*WHAT THE EXERCISE ASKS*: Exactly the lines from the start of the data through the line containing "Quick job: Extract" should be output, with both ends kept and nothing added.

*DATASET*:

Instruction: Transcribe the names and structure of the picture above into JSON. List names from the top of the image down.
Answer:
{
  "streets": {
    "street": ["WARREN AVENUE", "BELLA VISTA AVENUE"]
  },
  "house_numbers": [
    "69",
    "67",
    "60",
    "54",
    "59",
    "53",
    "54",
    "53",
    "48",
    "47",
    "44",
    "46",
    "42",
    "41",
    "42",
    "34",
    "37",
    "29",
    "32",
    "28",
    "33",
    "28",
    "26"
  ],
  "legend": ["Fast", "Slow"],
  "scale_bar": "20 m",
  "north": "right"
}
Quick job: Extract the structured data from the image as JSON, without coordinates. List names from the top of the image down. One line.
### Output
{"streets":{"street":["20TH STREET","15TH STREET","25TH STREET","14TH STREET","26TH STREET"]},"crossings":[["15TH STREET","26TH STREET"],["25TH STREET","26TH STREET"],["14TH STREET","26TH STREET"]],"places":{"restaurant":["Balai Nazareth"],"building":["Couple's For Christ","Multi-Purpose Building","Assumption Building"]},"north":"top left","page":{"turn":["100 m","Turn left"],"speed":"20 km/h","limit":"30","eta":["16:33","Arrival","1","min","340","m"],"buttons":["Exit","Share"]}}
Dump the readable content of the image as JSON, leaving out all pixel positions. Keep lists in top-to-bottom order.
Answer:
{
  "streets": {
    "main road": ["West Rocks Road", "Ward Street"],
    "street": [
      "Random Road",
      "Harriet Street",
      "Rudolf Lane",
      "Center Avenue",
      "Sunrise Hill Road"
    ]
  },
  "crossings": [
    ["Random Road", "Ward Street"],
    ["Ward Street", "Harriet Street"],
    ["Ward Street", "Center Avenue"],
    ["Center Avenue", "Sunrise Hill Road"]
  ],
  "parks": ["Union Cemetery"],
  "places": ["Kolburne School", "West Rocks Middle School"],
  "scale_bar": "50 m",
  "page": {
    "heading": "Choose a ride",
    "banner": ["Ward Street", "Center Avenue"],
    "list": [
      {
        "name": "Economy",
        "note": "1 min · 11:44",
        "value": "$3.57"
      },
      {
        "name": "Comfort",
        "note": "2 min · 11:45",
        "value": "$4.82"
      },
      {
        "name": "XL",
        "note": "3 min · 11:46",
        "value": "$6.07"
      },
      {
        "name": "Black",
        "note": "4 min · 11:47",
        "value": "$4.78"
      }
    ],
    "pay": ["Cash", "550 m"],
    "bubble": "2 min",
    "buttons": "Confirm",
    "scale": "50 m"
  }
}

*SOLUTION BELOW*:
Instruction: Transcribe the names and structure of the picture above into JSON. List names from the top of the image down.
Answer:
{
  "streets": {
    "street": ["WARREN AVENUE", "BELLA VISTA AVENUE"]
  },
  "house_numbers": [
    "69",
    "67",
    "60",
    "54",
    "59",
    "53",
    "54",
    "53",
    "48",
    "47",
    "44",
    "46",
    "42",
    "41",
    "42",
    "34",
    "37",
    "29",
    "32",
    "28",
    "33",
    "28",
    "26"
  ],
  "legend": ["Fast", "Slow"],
  "scale_bar": "20 m",
  "north": "right"
}
Quick job: Extract the structured data from the image as JSON, without coordinates. List names from the top of the image down. One line.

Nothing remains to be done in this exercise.